Molecular evolution is the most commonly used and successful strategy to improve the performance of genome-editing tools.48 However, mutagenic library-based screening is difficult in eukaryotic cells, especially in mammalian cells. As Cas9 is super-active in prokaryotic cells, it is difficult to filter out mutations with limited activity enhancement. Thus, fusing dsDBD to Cas9 is an important strategy for engineering genome-editing tools. Our previous report has demonstrated that insertion of RAD51 ssDBD between Cas9n and cytosine deaminase resulted in hyperactive CBEs (hyCBEs), which exhibited dramatically increased activity and targeting scope.20 RAD51 ssDBD has two functions in hyCBEs, as a linker making deaminase more flexible and as a DNA binding domain to increase affinity for the DNA substrate. In eeCas9, this suggests that HMG-D dsDBD only functions in increasing the DNA binding activity because of weakening DNA binding affinity through mutation of HMG-D protein eliminating its enhancement effects. It would inspire us to enhance Cas9 activity through structure-based rational design of its DNA binding domains to elevate the DNA affinity of Cas9 proteins. In a study by Bolukbasi et al.,49 a programmable DNA binding domain (pDBD, a sequence-specific zinc-finger protein or transcriptional activator-like effector) was fused to Cas9 and enhanced its editing efficiency on multiple sites with non-NGG PAM, thus expanding its targeting range. Compared with pDBD, HMG-D in eeCas9 is a non-sequence-specific dsDBD independent of the targeted locus. In our experiment, HMG-D exhibited compatibility with multiple Cas9 variants and orthologs.

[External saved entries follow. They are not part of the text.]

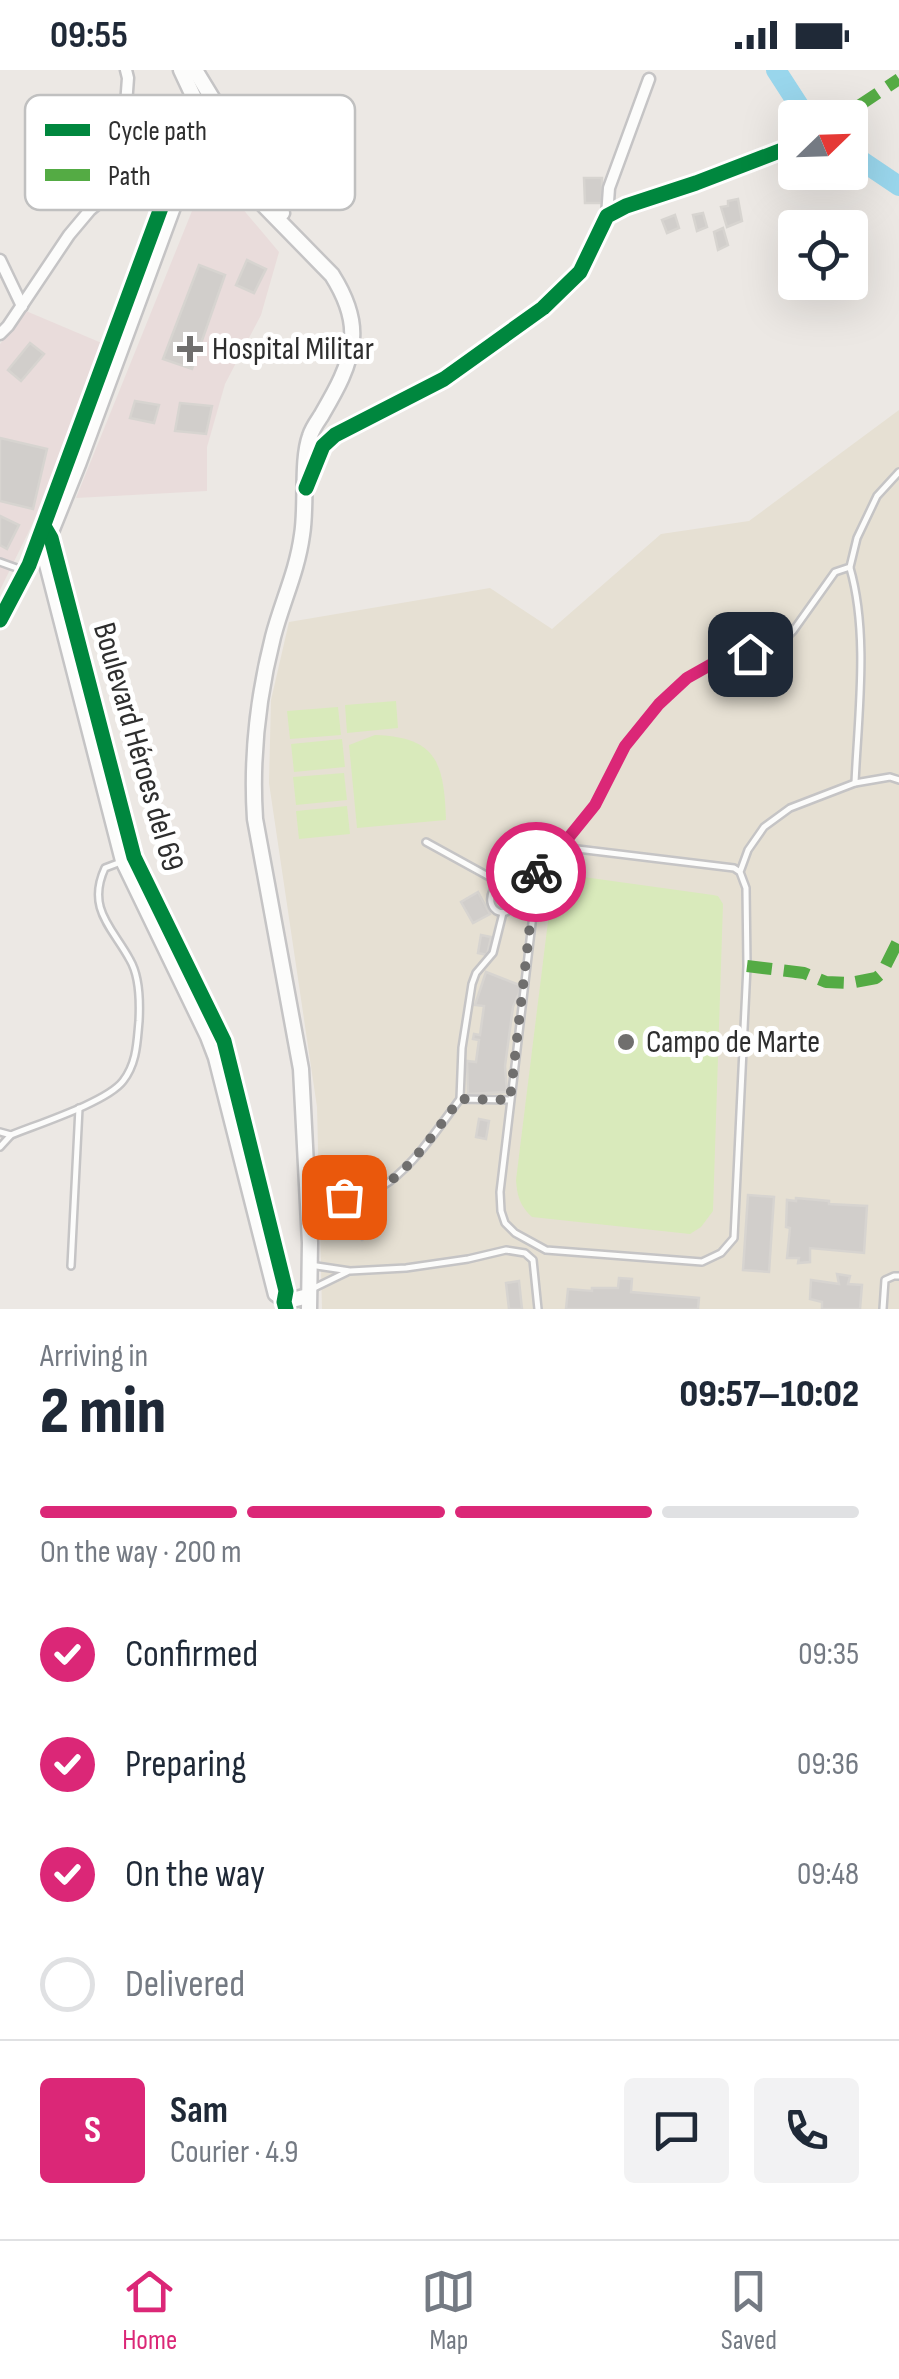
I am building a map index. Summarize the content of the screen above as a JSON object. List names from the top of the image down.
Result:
{
  "streets": {
    "street": ["Boulevard Héroes del 69"]
  },
  "places": {
    "health": ["Hospital Militar"],
    "other": ["Campo de Marte"]
  },
  "legend": ["Cycle path", "Path"],
  "north": "top right",
  "page": {
    "status": "09:55",
    "heading": ["2 min", "Arriving in", "09:57–10:02"],
    "panel": ["Sam", "Courier · 4.9"],
    "bar": "On the way · 200 m",
    "list": [
      ["Confirmed", "09:35"],
      ["Preparing", "09:36"],
      ["On the way", "09:48"],
      "Delivered"
    ],
    "round": "S",
    "tabs": ["Home", "Map", "Saved"]
  }
}
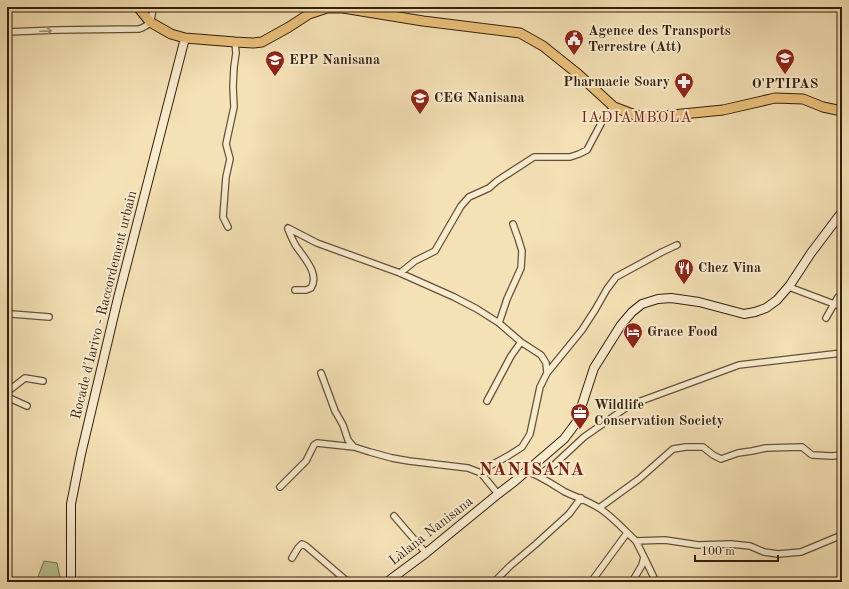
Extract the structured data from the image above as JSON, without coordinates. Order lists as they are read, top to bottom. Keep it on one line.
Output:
{"streets":{"street":["Rocade d'Iarivo - Raccordement urbain","Làlana Nanisana"]},"districts":["IADIAMBOLA","NANISANA"],"places":{"public building":["Agence des Transports Terrestre (Att)"],"school or university":["O'PTIPAS","EPP Nanisana","CEG Nanisana"],"pharmacy":["Pharmacie Soary"],"restaurant":["Chez Vina"],"hotel":["Grace Food"],"office":["Wildlife Conservation Society"]},"scale_bar":"100 m"}
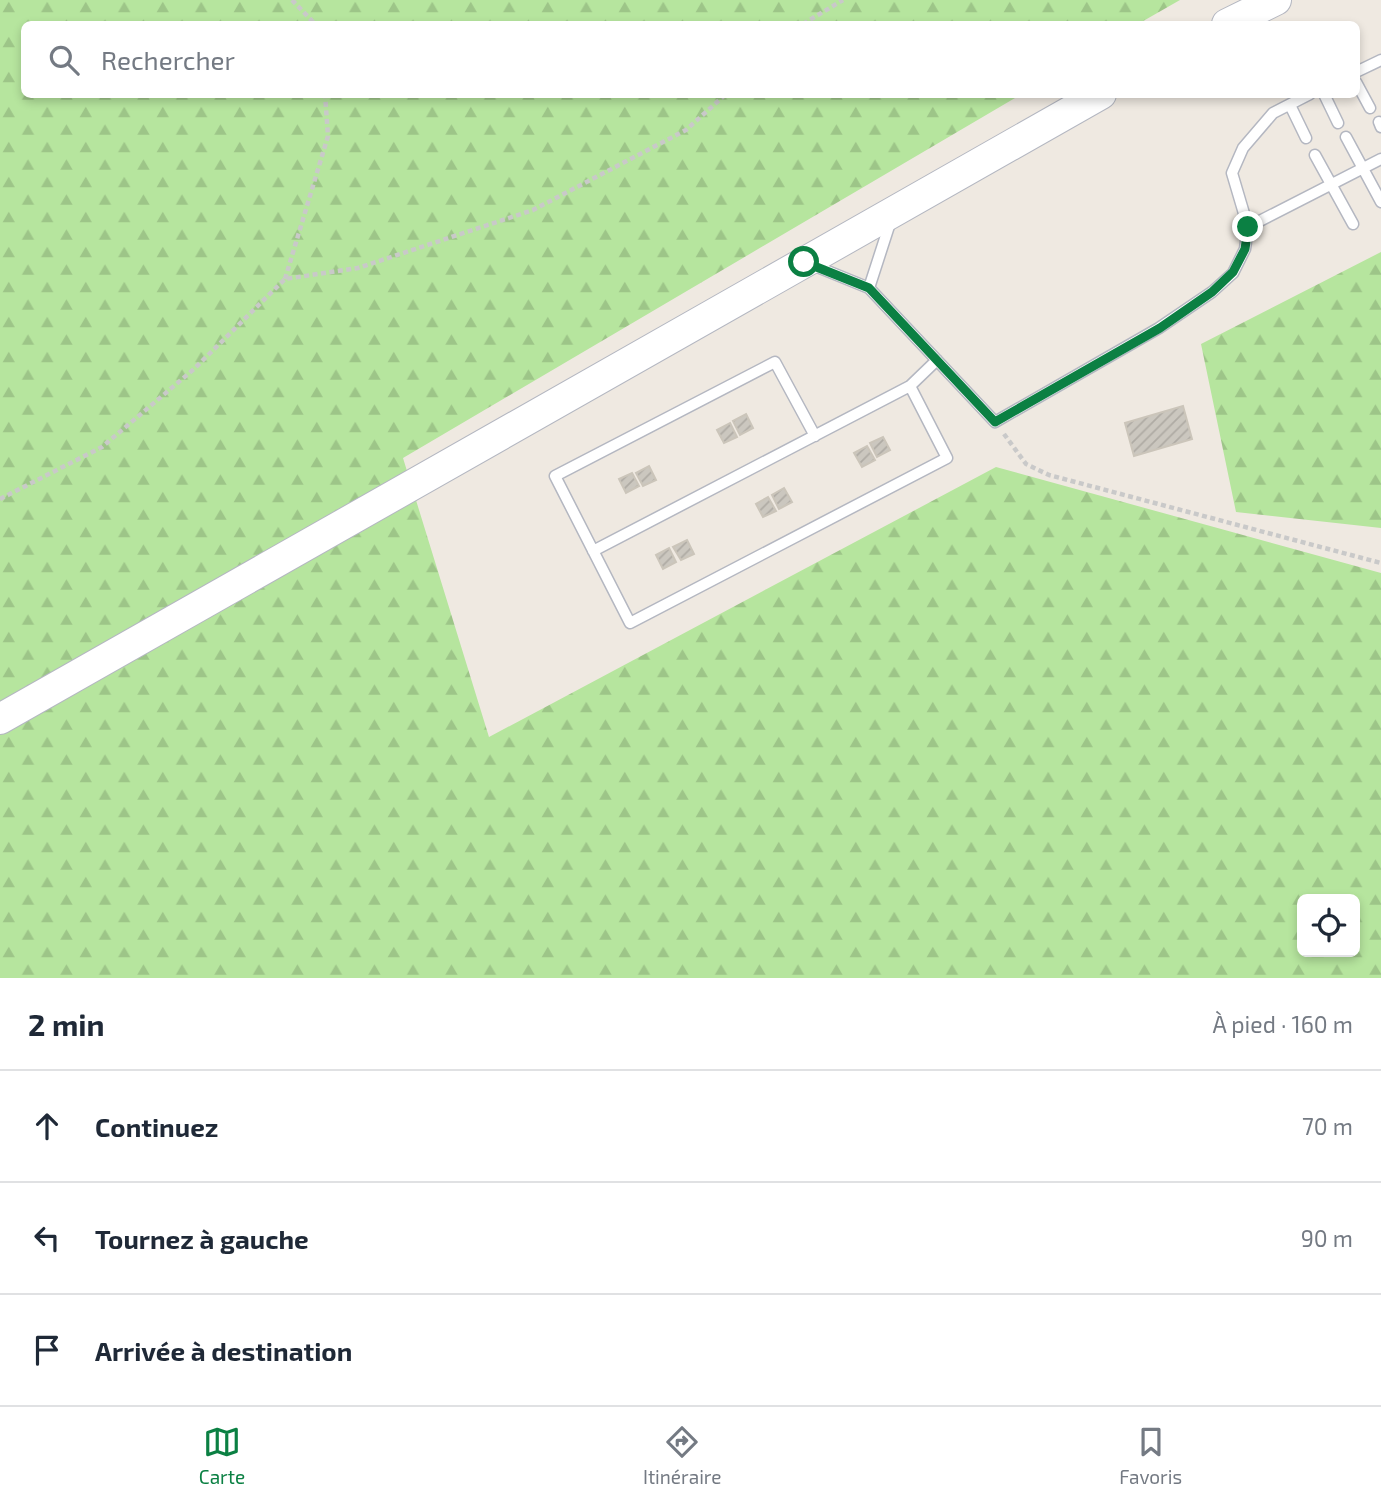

DNA binding affinity is a double-edged sword to Cas9 tools. Since HMG-D is a non-sequence-specific dsDBD, it may function on both on-target and off-target sites. Slightly increased off-target editing (4 of the 40 off-target sites only increase 0.3%–2.3% indels) was observed on some previously reported targets in eeCas9-treated cells compared with Cas9. The specificity of eeCas9 was higher than Cas9 when combined with other strategies to reduce the off-target effect, such as RNP delivery, usage of hp-sgRNA, or high-fidelity Cas9 variants (Figures 4B–4E). Moreover, no more off-target sites were detected through genome-wide PEM-seq and WGS analysis (Figures 4F, 6G, and 6H). In this study, we further analyzed the sgRNA-dependent and -independent off-target events of HMG-D fused base editors, which were not significantly increased (Figures 5A–5E). This is a very exciting observation, since the off-target effect of eeCas9 and its derivatives, including base editors and epigenetic editors, is able to be avoided through careful design and analysis of sgRNA.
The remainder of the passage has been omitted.